• **EXERCISE**: Give back every record word for word, but keep the pictures out.

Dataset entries
Segment Open

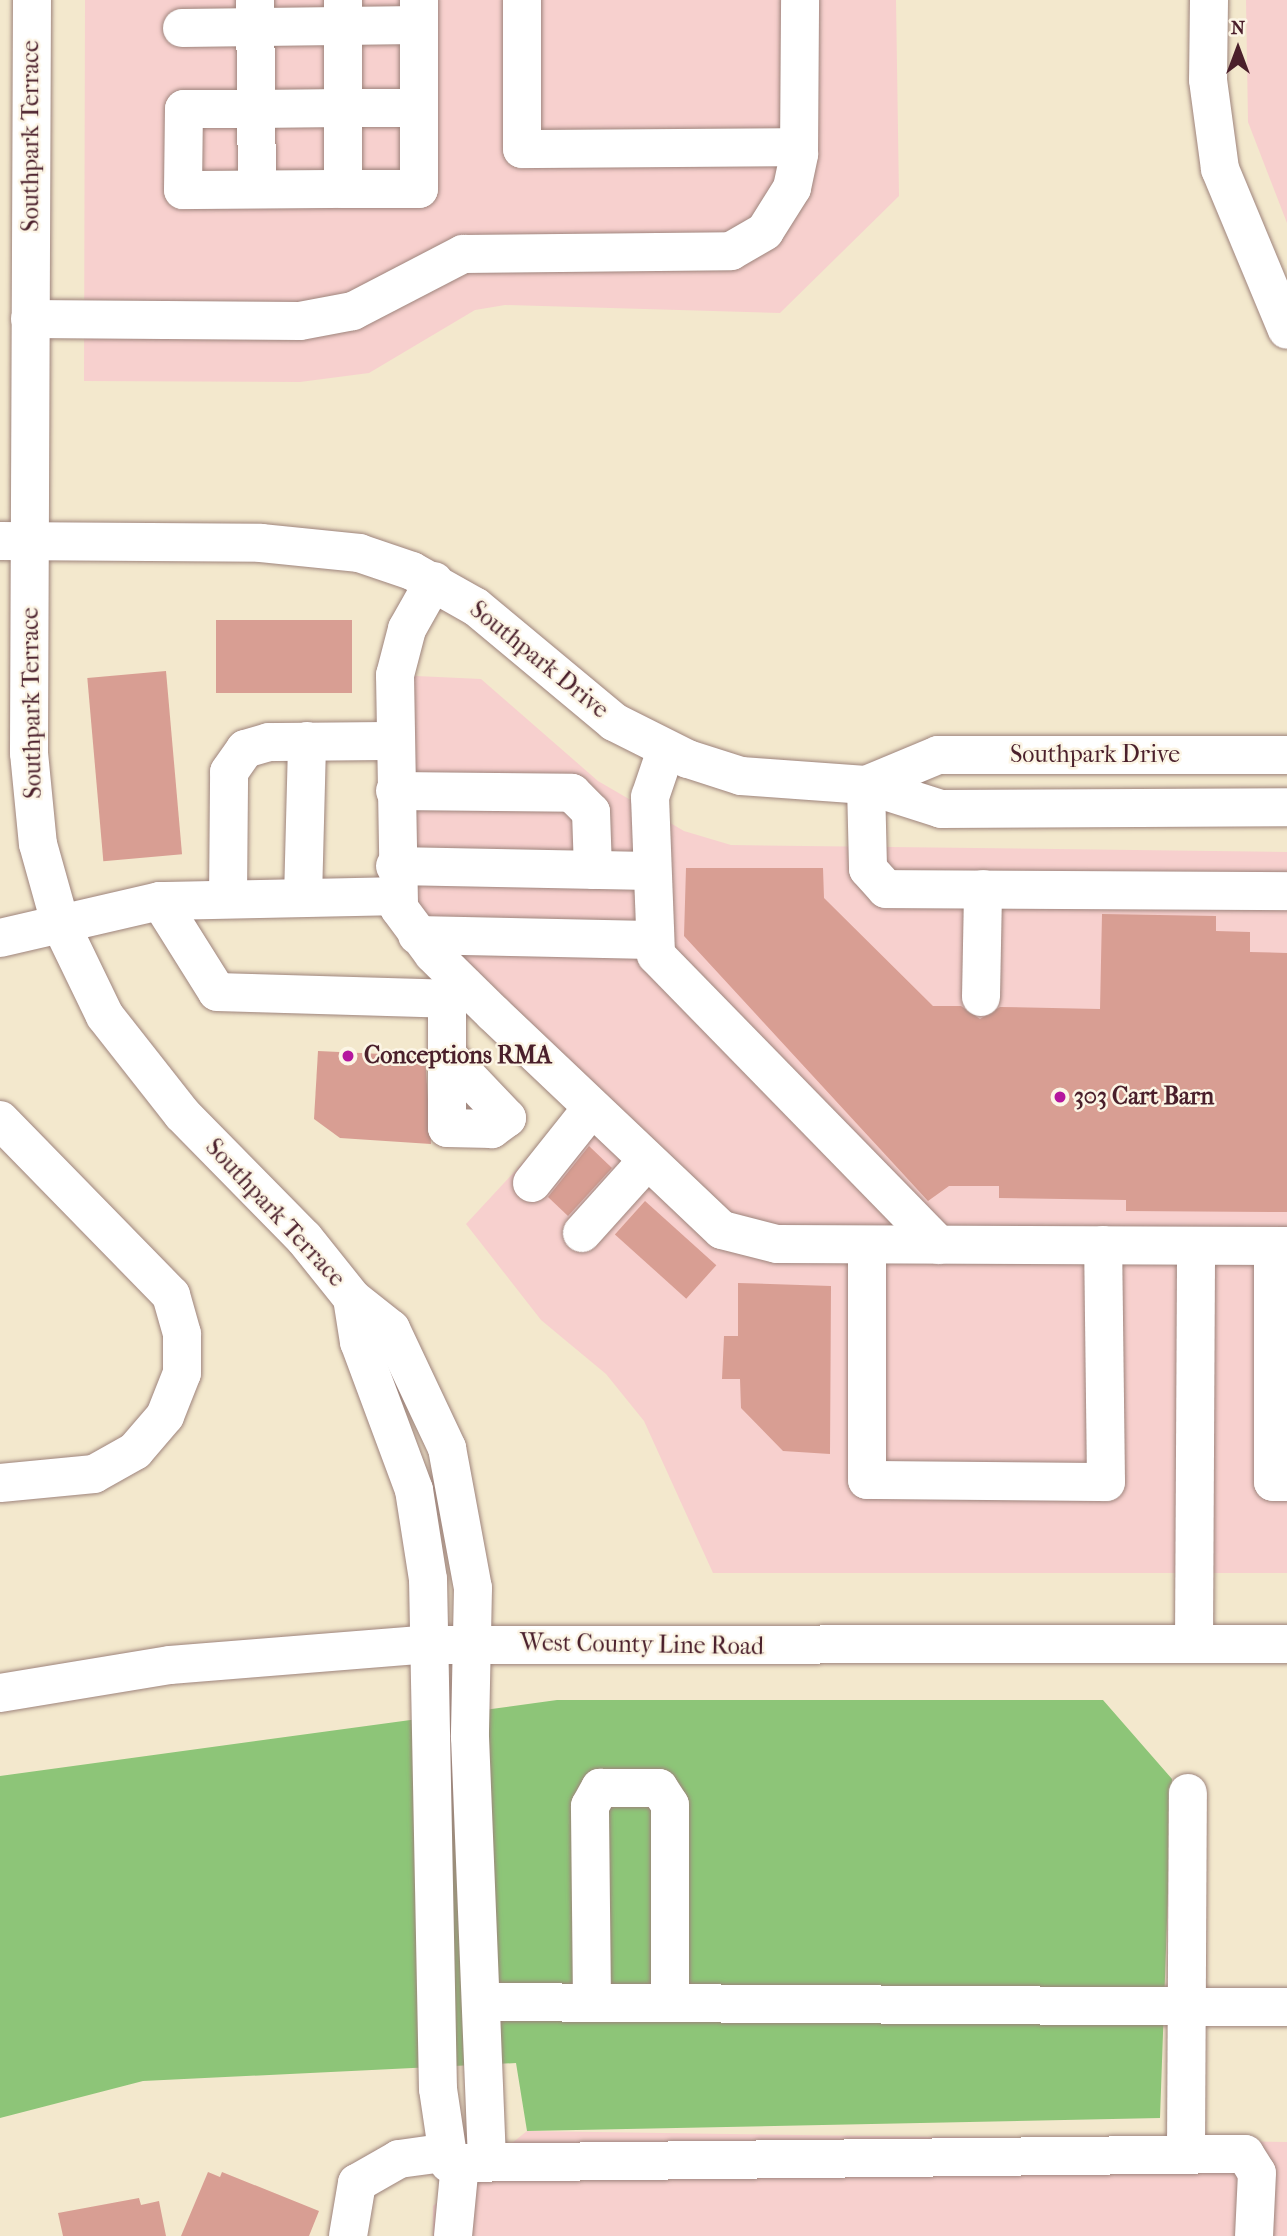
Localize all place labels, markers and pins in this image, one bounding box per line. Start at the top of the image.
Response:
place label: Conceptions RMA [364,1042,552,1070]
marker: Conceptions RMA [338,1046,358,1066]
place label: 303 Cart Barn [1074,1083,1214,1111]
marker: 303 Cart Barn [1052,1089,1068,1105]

Segment Closed

• **RESULT**:
Localize all place labels, markers and pins in this image, one bounding box per line. Start at the top of the image.
Response:
place label: Conceptions RMA [364,1042,552,1070]
marker: Conceptions RMA [338,1046,358,1066]
place label: 303 Cart Barn [1074,1083,1214,1111]
marker: 303 Cart Barn [1052,1089,1068,1105]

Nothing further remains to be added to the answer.